- [Task item]
Write out only the lines from the start of the entries up to and including the line with "1px #5a4831) drop-shadow(0"; please skip the pictures.

Saved data entries:
= Beginning of Section =

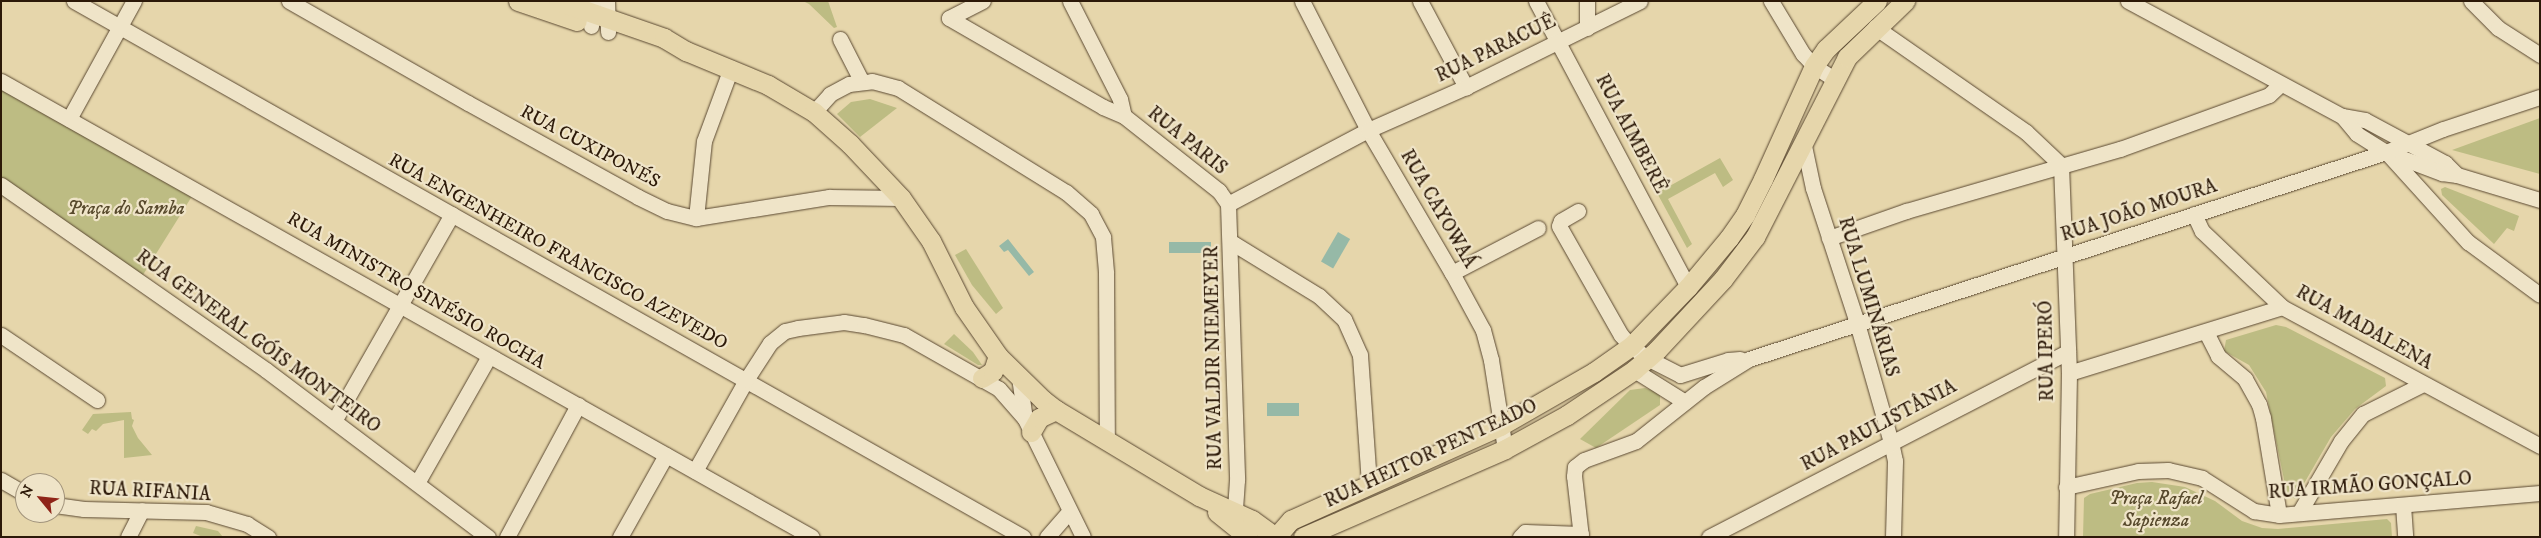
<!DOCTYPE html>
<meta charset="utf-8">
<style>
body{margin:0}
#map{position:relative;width:2541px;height:538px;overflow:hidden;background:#e6d6ab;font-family:"IM FELL DW Pica",serif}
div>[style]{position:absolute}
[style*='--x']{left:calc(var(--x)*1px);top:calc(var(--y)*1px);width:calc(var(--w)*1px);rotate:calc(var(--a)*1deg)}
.green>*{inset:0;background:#bdbc83}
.water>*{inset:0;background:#96b9a7;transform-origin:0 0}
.roads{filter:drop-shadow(0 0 1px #5a4831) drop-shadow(0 0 1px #5a4831)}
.minor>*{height:15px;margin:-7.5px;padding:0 7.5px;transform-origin:7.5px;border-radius:7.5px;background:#efe4c8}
.major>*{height:19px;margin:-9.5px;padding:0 9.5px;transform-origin:9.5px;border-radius:9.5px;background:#e6d6ab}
span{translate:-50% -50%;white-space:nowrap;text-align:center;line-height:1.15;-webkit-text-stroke:4.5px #efe4c8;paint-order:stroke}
.street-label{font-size:19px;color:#2c1908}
.park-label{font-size:19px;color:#584a2d;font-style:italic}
.frame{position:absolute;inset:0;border:2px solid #2c1908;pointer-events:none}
.north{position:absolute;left:15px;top:473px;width:50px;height:50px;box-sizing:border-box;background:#efe4c8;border:1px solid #a1937b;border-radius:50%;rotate:298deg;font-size:14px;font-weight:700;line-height:20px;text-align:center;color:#2c1908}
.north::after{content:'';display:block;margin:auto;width:18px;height:22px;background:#8f2418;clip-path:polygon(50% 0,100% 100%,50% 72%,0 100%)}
</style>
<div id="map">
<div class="green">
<div style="clip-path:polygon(803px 1px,828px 1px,837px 27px,834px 28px,809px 4px)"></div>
<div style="clip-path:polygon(1px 87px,194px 193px,141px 278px,1px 179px)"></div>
<div style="clip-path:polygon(870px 99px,897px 108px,860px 137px,837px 114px,851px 102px)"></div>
<div style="clip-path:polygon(2540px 118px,2540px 174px,2452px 150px)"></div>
<div style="clip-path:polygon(1720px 158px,1733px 180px,1723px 187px,1715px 173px,1668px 199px,1692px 244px,1687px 248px,1657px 193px)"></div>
<div style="clip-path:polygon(2445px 187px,2519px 216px,2514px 231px,2507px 228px,2494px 244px,2442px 195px,2441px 189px)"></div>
<div style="clip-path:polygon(966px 249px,1003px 308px,996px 314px,972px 285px,955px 255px)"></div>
<div style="clip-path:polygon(2276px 325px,2286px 327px,2385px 378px,2386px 386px,2355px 409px,2331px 437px,2295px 499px,2287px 494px,2266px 392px,2249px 365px,2224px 351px,2226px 340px)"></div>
<div style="clip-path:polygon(954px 334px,973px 352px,982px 365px,978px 365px,944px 344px)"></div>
<div style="clip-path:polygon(1645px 388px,1660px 393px,1660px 405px,1596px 448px,1580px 439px,1630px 390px)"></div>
<div style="clip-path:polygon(131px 412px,132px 419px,134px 420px,132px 426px,138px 438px,152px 455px,124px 458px,124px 420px,103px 424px,96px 431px,92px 429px,88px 434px,82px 430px,93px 414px)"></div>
<div style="clip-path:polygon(2152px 482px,2185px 487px,2215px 501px,2242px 521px,2262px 528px,2278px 529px,2387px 519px,2391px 523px,2392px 537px,2083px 537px,2084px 498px,2090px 494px,2137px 483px)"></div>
<div style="clip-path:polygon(196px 526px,218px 531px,223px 537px,203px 537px,193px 533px)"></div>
</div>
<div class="water">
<div style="left:1338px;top:232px;width:14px;height:34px;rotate:30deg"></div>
<div style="clip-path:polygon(1008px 239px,1034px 272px,1029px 276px,1008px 250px,1004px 252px,999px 246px)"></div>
<div style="left:1169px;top:242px;width:42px;height:11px"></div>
<div style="left:1267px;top:403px;width:32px;height:13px"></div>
</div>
<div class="roads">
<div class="minor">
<div style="--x:74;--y:1;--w:1090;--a:29.46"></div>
<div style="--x:289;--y:1;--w:206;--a:29.7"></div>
<div style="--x:468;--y:103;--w:194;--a:28.9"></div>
<div style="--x:638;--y:197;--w:32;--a:26"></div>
<div style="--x:667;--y:211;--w:30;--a:14"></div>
<div style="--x:696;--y:218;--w:135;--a:-9"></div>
<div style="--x:829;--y:197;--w:72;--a:0.8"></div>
<div style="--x:607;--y:1;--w:31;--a:88"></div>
<div style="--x:1070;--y:1;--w:110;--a:63"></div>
<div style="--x:1120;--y:99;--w:17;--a:77"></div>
<div style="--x:1124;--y:116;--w:121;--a:38.3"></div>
<div style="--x:1219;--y:191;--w:16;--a:55"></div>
<div style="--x:1228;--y:204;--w:276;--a:88.1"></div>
<div style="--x:1237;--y:480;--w:32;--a:94"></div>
<div style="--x:1302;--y:1;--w:145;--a:62.9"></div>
<div style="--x:1368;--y:130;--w:166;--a:59.6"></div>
<div style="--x:1452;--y:273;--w:65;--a:61.5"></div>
<div style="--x:1483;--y:330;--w:31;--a:75"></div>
<div style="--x:1491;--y:360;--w:90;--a:81.1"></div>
<div style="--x:1420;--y:1;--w:98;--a:61.9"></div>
<div style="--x:1536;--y:1;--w:324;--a:62"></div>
<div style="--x:1587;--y:1;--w:27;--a:90"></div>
<div style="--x:1771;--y:1;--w:62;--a:58.9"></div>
<div style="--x:1803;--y:54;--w:16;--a:47"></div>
<div style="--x:1814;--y:66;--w:24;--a:33"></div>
<div style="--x:2128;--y:1;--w:243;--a:28.3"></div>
<div style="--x:2342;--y:116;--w:23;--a:10"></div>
<div style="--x:2365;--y:120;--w:91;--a:28.3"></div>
<div style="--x:2445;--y:163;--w:17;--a:45"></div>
<div style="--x:2471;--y:1;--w:38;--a:45"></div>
<div style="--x:2498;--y:28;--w:50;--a:32.7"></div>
<div style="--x:949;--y:18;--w:178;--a:30"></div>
<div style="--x:1103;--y:107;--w:23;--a:23"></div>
<div style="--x:949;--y:18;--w:38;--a:-27"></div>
<div style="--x:591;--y:26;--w:25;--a:-85"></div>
<div style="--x:1875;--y:27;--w:184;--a:34.8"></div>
<div style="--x:2026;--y:132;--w:48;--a:43.3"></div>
<div style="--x:840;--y:39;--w:48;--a:62.9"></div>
<div style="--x:1;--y:81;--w:930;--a:29.35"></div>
<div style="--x:814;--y:112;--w:24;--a:-48"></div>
<div style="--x:830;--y:94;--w:21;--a:-28"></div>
<div style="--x:849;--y:84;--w:23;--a:-7"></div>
<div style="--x:872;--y:81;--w:27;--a:15"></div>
<div style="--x:898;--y:88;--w:198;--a:31.8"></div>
<div style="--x:1066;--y:192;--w:33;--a:41"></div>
<div style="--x:1091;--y:214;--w:26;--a:62"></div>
<div style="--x:1103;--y:237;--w:36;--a:85"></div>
<div style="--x:1106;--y:273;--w:167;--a:89.7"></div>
<div style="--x:2342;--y:116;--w:23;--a:50"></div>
<div style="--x:2357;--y:134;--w:34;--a:32"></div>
<div style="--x:2386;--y:152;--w:60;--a:20.6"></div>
<div style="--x:2442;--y:173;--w:15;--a:8"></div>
<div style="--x:2457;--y:175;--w:87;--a:16.8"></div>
<div style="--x:69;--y:119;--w:135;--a:-61.2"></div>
<div style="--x:1803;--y:141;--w:48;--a:78"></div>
<div style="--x:1813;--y:188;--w:142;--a:71.9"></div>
<div style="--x:1857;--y:323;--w:124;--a:74.1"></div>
<div style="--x:1891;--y:442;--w:19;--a:78"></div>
<div style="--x:1895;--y:461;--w:76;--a:91.5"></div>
<div style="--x:2389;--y:155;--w:118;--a:47.8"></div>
<div style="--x:2468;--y:242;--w:89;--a:36.4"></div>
<div style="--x:2061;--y:165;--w:208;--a:87.8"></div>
<div style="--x:2069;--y:373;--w:164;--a:91"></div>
<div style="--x:1;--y:185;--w:323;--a:34.9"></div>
<div style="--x:266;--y:370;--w:278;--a:37"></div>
<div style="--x:1228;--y:204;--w:158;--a:-27.9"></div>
<div style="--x:1368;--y:130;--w:107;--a:-23.7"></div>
<div style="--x:1466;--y:87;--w:194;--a:-26.3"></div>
<div style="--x:1578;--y:211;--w:20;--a:150"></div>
<div style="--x:1561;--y:221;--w:5;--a:112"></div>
<div style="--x:1559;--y:226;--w:125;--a:60.4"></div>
<div style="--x:1621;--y:335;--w:15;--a:48"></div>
<div style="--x:1631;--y:346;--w:20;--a:37"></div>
<div style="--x:1647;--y:358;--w:37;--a:27"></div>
<div style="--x:1680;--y:375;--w:50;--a:-17.4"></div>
<div style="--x:1728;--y:360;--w:12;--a:-5"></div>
<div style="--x:2194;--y:214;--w:19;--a:65"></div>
<div style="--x:2202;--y:231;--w:110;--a:43.5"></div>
<div style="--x:2282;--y:307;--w:293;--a:28.3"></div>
<div style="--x:696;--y:218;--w:77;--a:-84.1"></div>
<div style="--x:704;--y:141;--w:78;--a:-69.7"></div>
<div style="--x:1829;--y:238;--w:82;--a:-19.3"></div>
<div style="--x:1906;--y:211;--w:223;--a:-16.2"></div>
<div style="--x:2120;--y:149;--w:158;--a:-19.9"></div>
<div style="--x:2269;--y:95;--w:16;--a:-43"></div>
<div style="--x:1231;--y:242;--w:103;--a:31.5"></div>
<div style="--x:1319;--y:296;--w:34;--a:43"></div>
<div style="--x:1344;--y:319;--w:39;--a:66"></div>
<div style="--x:1360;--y:355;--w:130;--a:86"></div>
<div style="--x:1452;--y:273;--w:97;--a:-27.6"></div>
<div style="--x:2206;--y:332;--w:27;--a:63"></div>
<div style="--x:2218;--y:356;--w:35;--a:40"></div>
<div style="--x:2245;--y:379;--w:29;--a:61"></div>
<div style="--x:2259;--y:404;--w:15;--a:74"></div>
<div style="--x:2263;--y:418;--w:98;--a:80.6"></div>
<div style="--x:1;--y:335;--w:116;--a:34.1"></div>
<div style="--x:1634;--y:370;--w:60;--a:32.1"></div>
<div style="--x:2069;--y:373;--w:223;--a:-17.2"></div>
<div style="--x:1019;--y:377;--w:42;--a:81.9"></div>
<div style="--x:1025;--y:419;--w:131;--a:63.8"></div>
<div style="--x:334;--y:421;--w:238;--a:-60.3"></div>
<div style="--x:695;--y:471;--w:104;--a:-60.7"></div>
<div style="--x:746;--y:380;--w:44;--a:-57"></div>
<div style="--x:770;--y:343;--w:19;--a:-39"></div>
<div style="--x:785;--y:331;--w:13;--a:-13"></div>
<div style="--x:798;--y:328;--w:46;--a:-7.4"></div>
<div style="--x:844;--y:322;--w:20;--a:9"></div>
<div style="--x:864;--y:325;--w:41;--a:14"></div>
<div style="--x:904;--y:335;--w:109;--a:29.6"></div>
<div style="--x:999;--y:389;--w:40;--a:49"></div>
<div style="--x:1;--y:480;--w:28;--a:30"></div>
<div style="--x:417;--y:483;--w:146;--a:-60.4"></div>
<div style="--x:2066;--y:487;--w:74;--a:-12.5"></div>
<div style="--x:2138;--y:471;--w:30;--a:-2"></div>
<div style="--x:2168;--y:470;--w:35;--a:13"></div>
<div style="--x:2202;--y:478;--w:62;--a:32.4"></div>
<div style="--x:2254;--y:511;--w:25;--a:9"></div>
<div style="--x:2279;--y:515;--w:262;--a:-4.8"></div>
<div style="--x:55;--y:505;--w:29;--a:8"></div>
<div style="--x:84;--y:509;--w:122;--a:1.4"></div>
<div style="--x:206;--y:512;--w:43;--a:16.3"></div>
<div style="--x:247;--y:524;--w:25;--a:32"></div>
<div style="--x:2403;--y:505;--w:32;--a:86"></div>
<div style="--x:2299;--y:513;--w:83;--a:-59.7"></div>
<div style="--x:2341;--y:441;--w:35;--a:-51"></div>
<div style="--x:2363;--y:414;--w:67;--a:-26.6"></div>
<div style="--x:128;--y:537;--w:30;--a:-63"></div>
<div style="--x:507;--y:537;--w:150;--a:-61.7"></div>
<div style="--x:620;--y:537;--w:94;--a:-60.7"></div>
<div style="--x:1047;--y:537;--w:33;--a:-49"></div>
<div style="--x:1520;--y:537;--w:7;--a:-45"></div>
<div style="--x:1525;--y:532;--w:56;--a:2"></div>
<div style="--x:1581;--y:537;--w:61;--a:-96.5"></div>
<div style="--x:1574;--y:476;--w:9;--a:-84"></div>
<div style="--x:1575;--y:467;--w:11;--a:-38"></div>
<div style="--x:1584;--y:460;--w:55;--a:-20.1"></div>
<div style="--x:1636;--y:441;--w:87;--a:-38.5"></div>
<div style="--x:1704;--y:387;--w:53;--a:-31.9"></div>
<div style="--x:1749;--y:359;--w:670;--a:-18"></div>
<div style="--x:2386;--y:152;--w:61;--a:-22"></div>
<div style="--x:2443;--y:129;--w:102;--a:-18.3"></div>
<div style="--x:1709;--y:537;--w:404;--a:-27.3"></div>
</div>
<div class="major">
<div style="--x:518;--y:1;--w:62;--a:18.7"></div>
<div style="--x:558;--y:1;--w:112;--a:19.2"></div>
<div style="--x:664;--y:38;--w:26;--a:31"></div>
<div style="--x:686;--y:51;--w:89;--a:22.5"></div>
<div style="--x:768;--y:85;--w:53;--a:30.4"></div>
<div style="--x:814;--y:112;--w:48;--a:41.6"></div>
<div style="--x:850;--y:144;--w:74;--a:46.6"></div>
<div style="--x:901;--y:198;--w:52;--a:55.1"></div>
<div style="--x:931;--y:241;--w:74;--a:63.4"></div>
<div style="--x:964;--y:307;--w:60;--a:55.2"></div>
<div style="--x:998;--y:356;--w:63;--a:44.4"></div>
<div style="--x:1043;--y:400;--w:16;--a:38"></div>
<div style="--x:1056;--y:410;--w:167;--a:31"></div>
<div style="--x:1199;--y:496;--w:58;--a:24.4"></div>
<div style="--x:1252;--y:520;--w:29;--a:36"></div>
<div style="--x:982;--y:378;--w:13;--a:-32"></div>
<div style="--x:993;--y:371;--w:16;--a:-72"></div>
<div style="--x:1031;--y:432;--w:16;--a:-60"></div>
<div style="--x:1039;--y:418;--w:19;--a:-25"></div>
<div style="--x:1217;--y:512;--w:40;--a:39"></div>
<div style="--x:1276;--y:537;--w:23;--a:-49"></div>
<div style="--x:1291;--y:520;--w:229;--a:-24.2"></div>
<div style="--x:1500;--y:426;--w:108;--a:-29.9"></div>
<div style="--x:1594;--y:372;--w:45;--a:-35.1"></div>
<div style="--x:1631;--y:346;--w:82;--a:-46"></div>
<div style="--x:1688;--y:287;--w:64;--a:-50.1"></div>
<div style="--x:1729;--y:238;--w:28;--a:-55"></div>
<div style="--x:1745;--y:215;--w:40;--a:-63.4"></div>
<div style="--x:1763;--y:179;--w:124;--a:-65.7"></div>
<div style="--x:1814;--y:66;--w:21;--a:-55"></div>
<div style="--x:1826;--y:49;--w:70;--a:-43.3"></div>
<div style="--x:1303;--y:537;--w:220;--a:-23.5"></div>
<div style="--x:1505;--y:449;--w:71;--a:-28.7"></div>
<div style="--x:1567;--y:415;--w:81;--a:-33.9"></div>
<div style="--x:1634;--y:370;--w:30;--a:-41"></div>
<div style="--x:1657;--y:350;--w:97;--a:-47.1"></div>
<div style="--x:1723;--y:279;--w:53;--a:-52.7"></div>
<div style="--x:1755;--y:237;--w:202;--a:-62.9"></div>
<div style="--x:1847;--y:57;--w:81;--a:-44"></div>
</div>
</div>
<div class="street-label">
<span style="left:1496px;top:49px;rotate:-26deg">RUA PARACUÊ</span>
<span style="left:1631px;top:134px;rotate:62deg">RUA AIMBERÊ</span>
<span style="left:1187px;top:141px;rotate:39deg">RUA PARIS</span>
<span style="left:590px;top:147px;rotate:28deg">RUA CUXIPONÉS</span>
<span style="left:1438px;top:209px;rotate:60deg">RUA CAYOWAÁ</span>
<span style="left:2139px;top:211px;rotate:-18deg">RUA JOÃO MOURA</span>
<span style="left:558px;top:252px;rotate:29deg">RUA ENGENHEIRO FRANCISCO AZEVEDO</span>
<span style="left:416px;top:291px;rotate:30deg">RUA MINISTRO SINÉSIO ROCHA</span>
<span style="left:1868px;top:297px;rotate:73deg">RUA LUMINÁRIAS</span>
<span style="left:2364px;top:328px;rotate:29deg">RUA MADALENA</span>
<span style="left:258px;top:342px;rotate:36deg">RUA GENERAL GÓIS MONTEIRO</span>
<span style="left:2047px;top:351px;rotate:-91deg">RUA IPERÓ</span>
<span style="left:1214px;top:358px;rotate:-91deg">RUA VALDIR NIEMEYER</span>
<span style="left:1879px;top:426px;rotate:-28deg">RUA PAULISTÂNIA</span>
<span style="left:1431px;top:454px;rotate:-25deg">RUA HEITOR PENTEADO</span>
<span style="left:2370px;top:486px;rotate:-4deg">RUA IRMÃO GONÇALO</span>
<span style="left:150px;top:492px;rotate:3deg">RUA RIFANIA</span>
</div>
<div class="park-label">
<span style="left:126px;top:209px">Praça do Samba</span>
<span style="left:2156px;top:510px">Praça Rafael<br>Sapienza</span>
</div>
<div class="frame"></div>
<div class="north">N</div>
</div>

= End of Section =

- [Result for this task]
<!DOCTYPE html>
<meta charset="utf-8">
<style>
body{margin:0}
#map{position:relative;width:2541px;height:538px;overflow:hidden;background:#e6d6ab;font-family:"IM FELL DW Pica",serif}
div>[style]{position:absolute}
[style*='--x']{left:calc(var(--x)*1px);top:calc(var(--y)*1px);width:calc(var(--w)*1px);rotate:calc(var(--a)*1deg)}
.green>*{inset:0;background:#bdbc83}
.water>*{inset:0;background:#96b9a7;transform-origin:0 0}
.roads{filter:drop-shadow(0 0 1px #5a4831) drop-shadow(0 0 1px #5a4831)}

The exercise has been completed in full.